TELEFON KAYITLARI İDDİANAMEDE: MEHTAP ÇOCUĞU ÖLDÜR

Reyap Hastanesindeki bebek hastaların takibini yürüten kuşkulu hemşire Mehtap Sayar’ın şüpheli Hasan Basri Gök’le yaptığı telefon konuşmasında bebek hastanın tedavisinin uygun olmayan şartlarda gerçekleştirildiği anlatılan iddianamede, konuşma içeriğinde kuşkulu Gök’ün “Mehtap çocuğu öldür elli satürasyonlu çocuk mu olur.” dediği, Sayar’ın ise “Öldüreceğim de öldürsem de bir kaygı biliyorsun yani” dediği aktarıldı. İddianamede, tedavi yollarının tarzına uygun değil örgüt faaliyetine hizmet edecek biçimde yapıldığı değerlendirildi.

BEBEK VEFATLARINDAN 21 KUŞKULU SORUMLU

İddianamede, şüpheliler Fırat Sarı ve İlker Gönen’in 10 kere “kasten öldürmenin ihmali davranışla işlenmesi”, “nitelikli dolandırıcılık”, “suç işlemek emeliyle örgüt kurma” ve 11 kere uygulanmak üzere “resmi evrakta sahtecilik” hatalarından toplamda 177 yıl 6 aydan 582 yıl 9’ar aya kadar mahpusla cezalandırılmaları talep edildi.

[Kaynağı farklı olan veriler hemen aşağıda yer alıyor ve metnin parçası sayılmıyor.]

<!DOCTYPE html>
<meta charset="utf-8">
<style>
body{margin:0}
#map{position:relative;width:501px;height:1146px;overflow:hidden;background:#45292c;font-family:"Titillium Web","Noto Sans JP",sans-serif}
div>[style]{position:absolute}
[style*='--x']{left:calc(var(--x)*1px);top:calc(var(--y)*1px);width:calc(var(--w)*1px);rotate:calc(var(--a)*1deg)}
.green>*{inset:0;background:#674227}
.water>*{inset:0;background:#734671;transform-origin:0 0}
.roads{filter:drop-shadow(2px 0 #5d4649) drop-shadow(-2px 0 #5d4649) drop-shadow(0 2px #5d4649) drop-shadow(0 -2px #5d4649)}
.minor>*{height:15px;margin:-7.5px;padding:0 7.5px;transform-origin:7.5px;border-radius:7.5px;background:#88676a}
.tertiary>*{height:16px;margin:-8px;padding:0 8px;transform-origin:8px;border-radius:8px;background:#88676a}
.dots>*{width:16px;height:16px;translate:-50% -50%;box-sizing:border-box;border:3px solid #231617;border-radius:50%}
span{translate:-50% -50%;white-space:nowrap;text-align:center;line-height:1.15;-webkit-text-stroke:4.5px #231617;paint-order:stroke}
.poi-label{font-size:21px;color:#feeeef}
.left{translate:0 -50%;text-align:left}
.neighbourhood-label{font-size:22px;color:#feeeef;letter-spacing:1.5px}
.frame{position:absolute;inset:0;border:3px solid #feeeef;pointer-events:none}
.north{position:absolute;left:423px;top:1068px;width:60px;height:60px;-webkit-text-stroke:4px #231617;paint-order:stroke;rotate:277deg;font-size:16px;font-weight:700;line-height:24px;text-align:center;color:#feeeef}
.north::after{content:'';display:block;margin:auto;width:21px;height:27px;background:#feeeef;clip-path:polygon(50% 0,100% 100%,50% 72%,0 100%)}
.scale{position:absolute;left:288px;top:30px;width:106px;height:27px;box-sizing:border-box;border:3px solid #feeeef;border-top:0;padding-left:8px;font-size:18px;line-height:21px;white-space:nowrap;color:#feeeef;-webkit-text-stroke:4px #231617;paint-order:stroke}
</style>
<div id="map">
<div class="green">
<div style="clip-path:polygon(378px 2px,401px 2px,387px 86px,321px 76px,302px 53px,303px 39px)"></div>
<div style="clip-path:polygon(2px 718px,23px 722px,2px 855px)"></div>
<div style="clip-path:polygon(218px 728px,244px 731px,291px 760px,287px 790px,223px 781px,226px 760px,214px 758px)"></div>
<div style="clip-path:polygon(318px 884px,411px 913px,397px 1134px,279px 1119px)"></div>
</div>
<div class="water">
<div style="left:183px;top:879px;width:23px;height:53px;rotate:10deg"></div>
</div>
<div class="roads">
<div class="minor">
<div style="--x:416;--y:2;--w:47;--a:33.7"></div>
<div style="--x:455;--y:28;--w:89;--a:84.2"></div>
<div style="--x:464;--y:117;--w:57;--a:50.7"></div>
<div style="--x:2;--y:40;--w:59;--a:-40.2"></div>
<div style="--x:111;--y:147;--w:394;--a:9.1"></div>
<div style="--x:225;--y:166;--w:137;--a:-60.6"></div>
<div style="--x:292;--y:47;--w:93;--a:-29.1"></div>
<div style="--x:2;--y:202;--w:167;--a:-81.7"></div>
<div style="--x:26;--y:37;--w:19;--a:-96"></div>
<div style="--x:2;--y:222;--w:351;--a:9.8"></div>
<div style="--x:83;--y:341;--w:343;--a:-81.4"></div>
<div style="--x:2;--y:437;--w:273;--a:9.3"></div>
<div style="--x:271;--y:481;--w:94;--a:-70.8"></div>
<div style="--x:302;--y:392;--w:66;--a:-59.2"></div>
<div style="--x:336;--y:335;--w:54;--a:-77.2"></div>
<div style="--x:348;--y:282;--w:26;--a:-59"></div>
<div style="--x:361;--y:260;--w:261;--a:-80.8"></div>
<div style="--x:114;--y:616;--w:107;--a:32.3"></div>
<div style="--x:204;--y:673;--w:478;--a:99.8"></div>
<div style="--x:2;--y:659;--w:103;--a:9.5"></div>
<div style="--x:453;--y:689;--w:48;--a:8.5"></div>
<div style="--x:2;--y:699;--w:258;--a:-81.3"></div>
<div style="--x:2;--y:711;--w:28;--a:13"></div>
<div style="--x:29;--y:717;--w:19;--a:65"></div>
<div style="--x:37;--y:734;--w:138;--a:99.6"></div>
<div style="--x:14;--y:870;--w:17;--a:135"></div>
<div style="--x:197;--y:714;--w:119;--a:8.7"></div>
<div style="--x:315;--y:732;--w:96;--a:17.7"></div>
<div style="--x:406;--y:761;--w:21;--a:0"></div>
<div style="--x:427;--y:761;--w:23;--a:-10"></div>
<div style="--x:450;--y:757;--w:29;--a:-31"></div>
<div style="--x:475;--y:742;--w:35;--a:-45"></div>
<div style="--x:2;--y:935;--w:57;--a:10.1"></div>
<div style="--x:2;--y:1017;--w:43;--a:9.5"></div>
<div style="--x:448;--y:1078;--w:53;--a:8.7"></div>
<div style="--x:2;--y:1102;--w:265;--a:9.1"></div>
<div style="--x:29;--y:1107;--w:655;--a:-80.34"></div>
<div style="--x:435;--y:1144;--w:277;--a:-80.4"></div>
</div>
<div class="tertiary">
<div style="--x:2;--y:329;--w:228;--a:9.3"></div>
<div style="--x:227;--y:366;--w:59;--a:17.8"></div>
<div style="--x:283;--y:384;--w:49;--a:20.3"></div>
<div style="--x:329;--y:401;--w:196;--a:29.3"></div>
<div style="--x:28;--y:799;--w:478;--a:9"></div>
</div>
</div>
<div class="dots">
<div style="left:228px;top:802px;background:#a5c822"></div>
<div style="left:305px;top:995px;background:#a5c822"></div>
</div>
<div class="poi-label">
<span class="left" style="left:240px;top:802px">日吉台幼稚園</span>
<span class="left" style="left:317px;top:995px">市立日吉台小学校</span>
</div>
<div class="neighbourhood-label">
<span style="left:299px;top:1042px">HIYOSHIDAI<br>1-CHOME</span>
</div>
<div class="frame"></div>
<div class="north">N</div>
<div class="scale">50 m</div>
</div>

Şüpheli Gıyasettin Mert Özdemir hakkında ise “kasten öldürmenin ihmali davranışla işlenmesi”, “kişisel bilgilerin hukuka muhalif ele geçirilmesi”, “kamu kurum ve kuruluşlarının ziyanına dolandırıcılık”, “suç işlemek emeliyle örgüt kurma” ve “resmi dokümanda sahtecilik” kabahatlerinden 180 yıldan 589 yıl 9 aya kadar mahpus istendi.

Aralarında doktor, hemşire ve sağlık görevlilerin de bulunduğu 18 kuşkulu hakkında da bebeklerin vefatına ait “kasten öldürmenin ihmali davranışla işlenmesi” cürmünden 10 ila 437 yıl 6 ay ortasında mahpus cezası talep edildi.

Diğer şüpheliler hakkında da benzeri kabahatlerden mahpus cezaları öngörülen iddianamede, ayrıyeten, malen sorumlu olarak belirtilen hastaneler ve hastanelerin bağlı olduğu şirketler lehine “dolandırıcılık” cürmü işlenerek maddi menfaat temin edildiğinden, hukuksal bireylere mahsus güvenlik önlemi uygulanması, hastanelerin ve şirketlerin kapatılıp mal varlıklarına el konulmasına karar verilmesi talep edildi.